Les sans-papiers acceptent généralement sans broncher ces conditions de vie misérables. «Ces personnes acceptent de vivre ainsi à cause des écarts de niveaux de vie, explique Gilles Grenier. Ils sont prêts à prendre des risques pour venir dans un pays plus riche, car, s’ils réussissent, ils pourront gagner et envoyer beaucoup plus d’argent à leur famille que s’ils étaient restés dans leur pays d’origine.» Abdelkader Belaouni abonde dans le même sens. «Malgré ma situation, je ne regrette pas d’être venu au Canada. Je continue de penser que cela valait la peine. Je crois simplement que mon cas est un trou noir dans le système de l’immigration, je n’en veux pas au reste du Canada.»

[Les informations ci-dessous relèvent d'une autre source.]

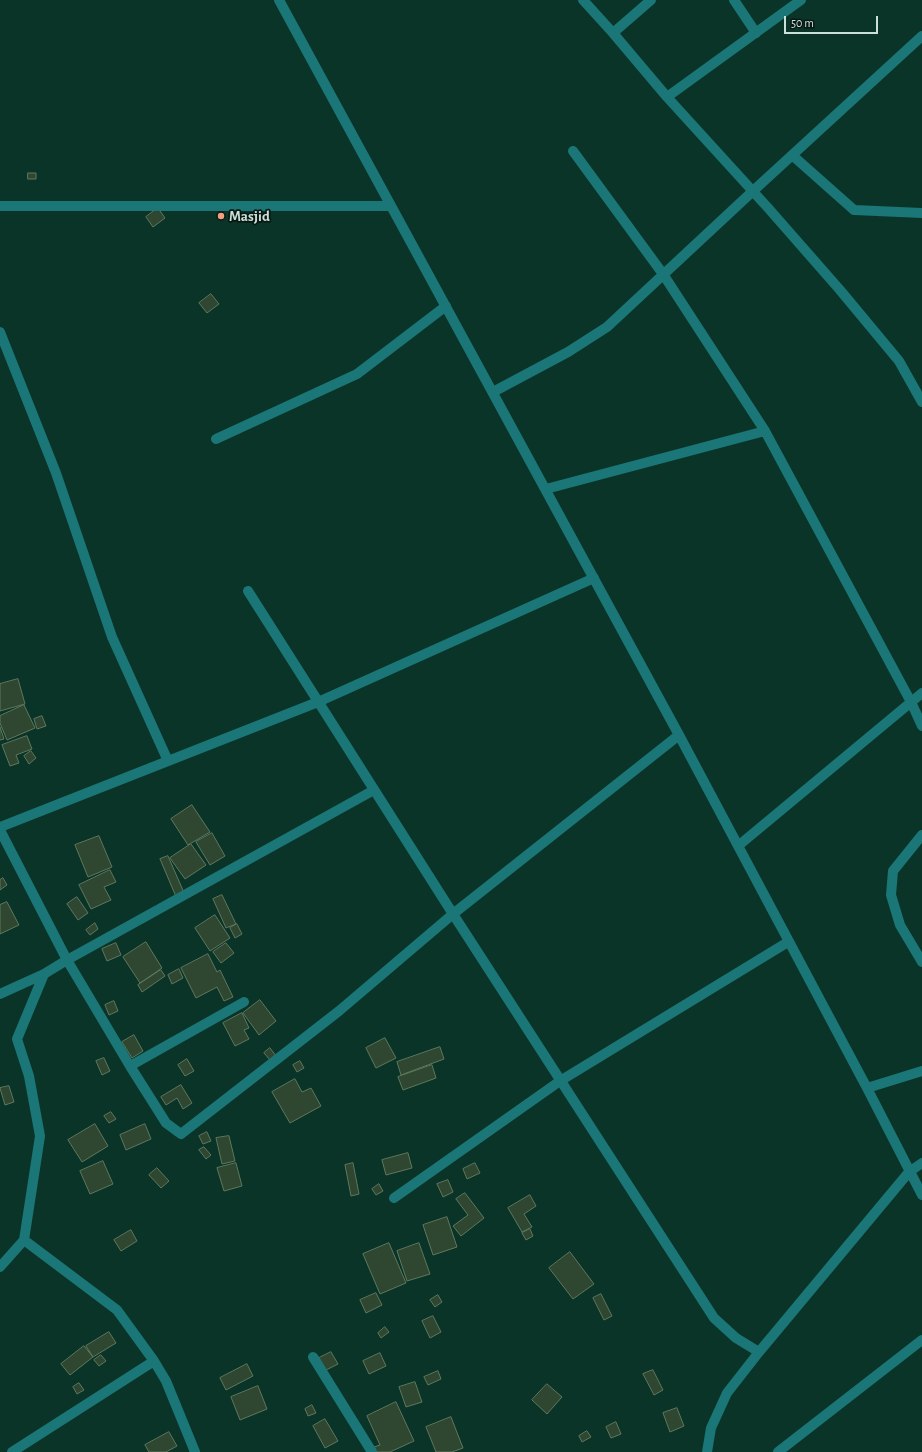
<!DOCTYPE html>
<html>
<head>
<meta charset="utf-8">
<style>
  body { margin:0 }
  #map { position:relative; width:922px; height:1452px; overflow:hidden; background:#0b3428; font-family:"Alegreya Sans",sans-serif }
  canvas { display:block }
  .scale { position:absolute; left:784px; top:16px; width:94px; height:18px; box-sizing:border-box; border:2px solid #cbe0d8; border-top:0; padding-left:5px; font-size:12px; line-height:14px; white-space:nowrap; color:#cbe0d8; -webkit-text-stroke:3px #081813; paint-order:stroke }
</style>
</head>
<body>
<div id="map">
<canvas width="922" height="1452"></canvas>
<div class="scale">50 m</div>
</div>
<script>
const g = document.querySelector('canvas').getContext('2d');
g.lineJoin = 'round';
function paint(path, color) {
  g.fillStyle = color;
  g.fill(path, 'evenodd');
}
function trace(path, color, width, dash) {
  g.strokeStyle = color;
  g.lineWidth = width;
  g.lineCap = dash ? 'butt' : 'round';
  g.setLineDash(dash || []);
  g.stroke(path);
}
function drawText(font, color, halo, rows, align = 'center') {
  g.font = font + ' "Alegreya Sans",sans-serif';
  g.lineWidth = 3.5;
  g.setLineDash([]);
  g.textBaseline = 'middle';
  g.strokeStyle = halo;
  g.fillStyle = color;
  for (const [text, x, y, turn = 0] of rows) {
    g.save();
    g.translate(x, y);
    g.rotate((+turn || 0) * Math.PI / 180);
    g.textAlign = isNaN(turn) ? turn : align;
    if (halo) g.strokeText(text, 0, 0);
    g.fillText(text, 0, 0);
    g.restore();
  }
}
const building = new Path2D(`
  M 28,173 L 36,173 L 36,179 L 28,179 Z
  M 158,208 L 165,218 L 153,227 L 146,217 Z
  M 211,294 L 219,304 L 207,313 L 199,303 Z
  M 18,679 L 25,704 L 0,711 L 0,684 Z
  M 24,705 L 35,728 L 7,740 L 0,723 L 0,716 Z
  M 42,716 L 46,726 L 37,729 L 34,719 Z
  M 0,727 L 4,739 L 0,740 Z
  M 27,736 L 32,749 L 16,755 L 19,763 L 10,766 L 2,745 Z
  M 31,751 L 36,758 L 29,764 L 24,756 Z
  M 192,805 L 210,832 L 188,845 L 171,819 Z
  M 212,833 L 225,856 L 210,865 L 196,842 Z
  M 99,836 L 112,867 L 88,877 L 75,845 Z
  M 191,844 L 206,865 L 185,879 L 170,858 Z
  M 168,856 L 185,895 L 177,899 L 160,859 Z
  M 110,870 L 116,882 L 104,887 L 111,900 L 91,909 L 79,885 Z
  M 3,878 L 7,885 L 0,890 L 0,880 Z
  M 222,895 L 236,924 L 226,928 L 213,899 Z
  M 77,897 L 88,913 L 78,920 L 67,904 Z
  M 7,902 L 19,925 L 0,934 L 0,905 Z
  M 215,915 L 230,938 L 210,951 L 195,928 Z
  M 95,923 L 98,929 L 90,935 L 86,930 Z
  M 237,924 L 242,934 L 235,938 L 230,928 Z
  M 146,942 L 162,968 L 140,983 L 123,957 Z
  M 116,943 L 121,955 L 107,961 L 102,949 Z
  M 226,943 L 234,953 L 221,963 L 213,952 Z
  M 208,954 L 217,972 L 220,970 L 233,997 L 224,1001 L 217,987 L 196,998 L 181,968 Z
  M 179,969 L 183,978 L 172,984 L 168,975 Z
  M 161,970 L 165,976 L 142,992 L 138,985 Z
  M 260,1000 L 276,1021 L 259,1035 L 243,1013 Z
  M 114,1001 L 118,1011 L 109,1015 L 105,1005 Z
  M 242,1013 L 249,1028 L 244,1030 L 249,1039 L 235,1046 L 223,1023 Z
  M 134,1035 L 143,1051 L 132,1058 L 122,1042 Z
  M 385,1038 L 396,1058 L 376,1068 L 366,1048 Z
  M 440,1047 L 444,1059 L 401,1075 L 397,1062 Z
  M 270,1048 L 276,1056 L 270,1060 L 264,1053 Z
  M 104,1058 L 110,1071 L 102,1075 L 96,1061 Z
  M 187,1059 L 194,1071 L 185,1076 L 178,1065 Z
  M 300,1061 L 304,1068 L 297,1072 L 293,1065 Z
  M 432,1065 L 436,1078 L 403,1090 L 398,1077 Z
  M 295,1079 L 302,1092 L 311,1088 L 321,1106 L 290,1123 L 272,1092 Z
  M 181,1085 L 192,1103 L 183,1109 L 177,1098 L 166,1105 L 161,1097 Z
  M 9,1086 L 14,1102 L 5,1105 L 0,1088 Z
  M 111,1112 L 116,1119 L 109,1123 L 104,1116 Z
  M 95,1124 L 108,1146 L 82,1162 L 68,1140 Z
  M 145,1124 L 151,1139 L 126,1150 L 120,1135 Z
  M 207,1132 L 211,1141 L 203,1144 L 199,1136 Z
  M 229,1136 L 235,1161 L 222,1164 L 216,1138 Z
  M 204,1147 L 211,1155 L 206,1159 L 199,1150 Z
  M 408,1153 L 412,1168 L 386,1175 L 382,1160 Z
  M 103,1161 L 113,1184 L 90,1194 L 80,1171 Z
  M 236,1163 L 242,1186 L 224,1191 L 217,1168 Z
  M 353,1163 L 359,1194 L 351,1196 L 345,1165 Z
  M 475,1163 L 480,1173 L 467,1179 L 463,1169 Z
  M 157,1168 L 169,1181 L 161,1188 L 149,1175 Z
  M 448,1180 L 453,1192 L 443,1197 L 437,1184 Z
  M 379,1184 L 383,1191 L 376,1195 L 372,1189 Z
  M 465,1193 L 484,1218 L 461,1236 L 453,1226 L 468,1215 L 456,1199 Z
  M 530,1195 L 536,1206 L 524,1214 L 532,1227 L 522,1232 L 508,1208 Z
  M 447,1217 L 457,1247 L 433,1255 L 423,1225 Z
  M 530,1229 L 533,1236 L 526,1240 L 522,1233 Z
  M 131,1230 L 137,1241 L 121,1251 L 114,1240 Z
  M 389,1243 L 406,1283 L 380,1294 L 363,1254 Z
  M 419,1243 L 430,1274 L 407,1281 L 397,1251 Z
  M 570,1252 L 594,1284 L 573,1299 L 549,1268 Z
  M 376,1293 L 382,1305 L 366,1313 L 360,1300 Z
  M 601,1294 L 612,1316 L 604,1320 L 593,1298 Z
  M 438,1295 L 442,1302 L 435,1307 L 430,1300 Z
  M 433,1316 L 441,1332 L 430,1338 L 422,1321 Z
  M 385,1327 L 389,1332 L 381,1338 L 378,1333 Z
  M 109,1332 L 116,1343 L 93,1357 L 86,1346 Z
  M 84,1346 L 93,1357 L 70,1375 L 61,1364 Z
  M 331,1352 L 338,1364 L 326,1370 L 319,1358 Z
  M 380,1353 L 386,1366 L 369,1374 L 363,1361 Z
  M 101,1355 L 106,1361 L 99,1366 L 94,1360 Z
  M 247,1364 L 253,1376 L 226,1390 L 220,1378 Z
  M 653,1370 L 663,1390 L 654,1395 L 643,1374 Z
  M 438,1371 L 441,1379 L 428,1385 L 424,1377 Z
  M 415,1382 L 422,1402 L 406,1407 L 399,1387 Z
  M 79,1383 L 84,1390 L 77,1394 L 73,1387 Z
  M 547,1384 L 562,1397 L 547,1414 L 532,1400 Z
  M 258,1386 L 267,1409 L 240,1420 L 231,1397 Z
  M 396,1402 L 414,1441 L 390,1452 L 376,1452 L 374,1447 L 380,1445 L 367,1416 Z
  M 312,1405 L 316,1413 L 308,1416 L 305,1409 Z
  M 677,1408 L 684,1426 L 670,1432 L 663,1413 Z
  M 451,1417 L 463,1448 L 452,1452 L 436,1452 L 426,1427 Z
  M 325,1419 L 338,1441 L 325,1448 L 313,1426 Z
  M 616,1422 L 621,1434 L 611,1438 L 606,1427 Z
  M 587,1431 L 591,1437 L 582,1442 L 579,1436 Z
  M 169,1432 L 177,1446 L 166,1452 L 149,1452 L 145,1445 Z`);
paint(building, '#2f4730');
trace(building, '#5e785e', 1);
trace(new Path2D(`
  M 279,0 L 679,735 L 867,1088 L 922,1195
  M 583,0 L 613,33 L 667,97 L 769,209 L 840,290 L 899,361 L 922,402
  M 734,0 L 756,33
  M 613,33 L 651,0
  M 667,97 L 801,0
  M 573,151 L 663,274 L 765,431 L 911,702 L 922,726
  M 792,155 L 854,210 L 922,213
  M 0,206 L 391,206
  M 0,332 L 56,473 L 112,637 L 168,761
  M 493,392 L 568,352 L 607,327 L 753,191 L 922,36
  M 216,439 L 357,374 L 446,306
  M 546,489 L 765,431
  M 248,591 L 453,914 L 714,1318 L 736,1338 L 759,1352
  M 0,827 L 318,702 L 594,578
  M 0,830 L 67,960 L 130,1066 L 166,1123 L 181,1134 L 339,1011 L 453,914 L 679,735
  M 922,835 L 893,871 L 891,895 L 900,925 L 922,962
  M 738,846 L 922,693
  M 0,994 L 44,974
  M 130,1066 L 244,1002
  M 867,1088 L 922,1071
  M 394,1198 L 560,1081 L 788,942
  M 24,1240 L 117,1310 L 154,1361 L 166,1381 L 195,1452
  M 0,1267 L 24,1240 L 40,1136 L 29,1076 L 17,1039 L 44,974 L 67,960 L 374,790
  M 313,1357 L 372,1452
  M 12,1452 L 154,1361
  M 707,1452 L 711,1428 L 727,1393 L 759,1352 L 909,1172 L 922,1163
  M 778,1452 L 922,1340`), '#1a7677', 10);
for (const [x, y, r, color] of [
  [221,216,4,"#f3a082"]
]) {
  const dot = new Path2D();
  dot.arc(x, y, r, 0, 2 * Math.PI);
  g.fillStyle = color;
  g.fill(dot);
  trace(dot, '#081813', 1.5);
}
drawText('bold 15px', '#cbe0d8', '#081813', [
  ["Masjid",229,216]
], 'left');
</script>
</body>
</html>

Régularisation des sans-papiers
Depuis de nombreuses années, les grandes puissances occidentales cherchent le moyen de régulariser. Les solutions habituellement envisagées passent par l’obtention d’un statut qui leur garantirait les mêmes droits que ceux des résidents permanents. Abdelkader Belaouni croit aux bienfaits de cette solution. «Il y a des gens, même s’ils sont illégaux, qui participent à l’économie du pays, soutient-il. Ils travaillent et sont sûrement de bons citoyens même s’ils sont clandestins. Je crois que le gouvernement devrait leur donner une chance.»
Abdelkader Belaouni attend patiemment le jour où il pourra marcher dehors comme un homme libre. «Je vois de l’espoir pour mon futur, assure-t-il. Il y a beaucoup de cas qui se règlent partout au Canada. Il y a plein de personnes qui sont aussi entrées à l’église après moi, et qui en sont déjà sorties. J’attends mon tour. Je ne me suis jamais considéré comme un immigrant. C’est peut-être là le problème. Je ne veux pas quitter le pays parce que je me considère Canadien. J’oublie souvent que je suis sans-papiers.»
Abdelkader Belaouni, réfugié d’origine algérienne, a perdu la vue à l’âge de 25 ans. Quatre ans plus tard, en 1996, il fuit la guerre civile en Algérie pour s’installer aux États-Unis. Il rentre au pays en février 2000, mais à la suite de nombreuses menaces à son égard, il retourne aux États-Unis quelques mois plus tard. N’ayant pas réussi y à obtenir un statut de résident permanent , un ordre d’expulsion est émis contre lui en septembre 2003. Il fuit donc clandestinement vers le Canada, où le gouvernement lui refuse à son tour un statut de résident permanent. Il est réfugié dans une église de Pointe Saint-Charles à Montréal depuis le 1er janvier 2006.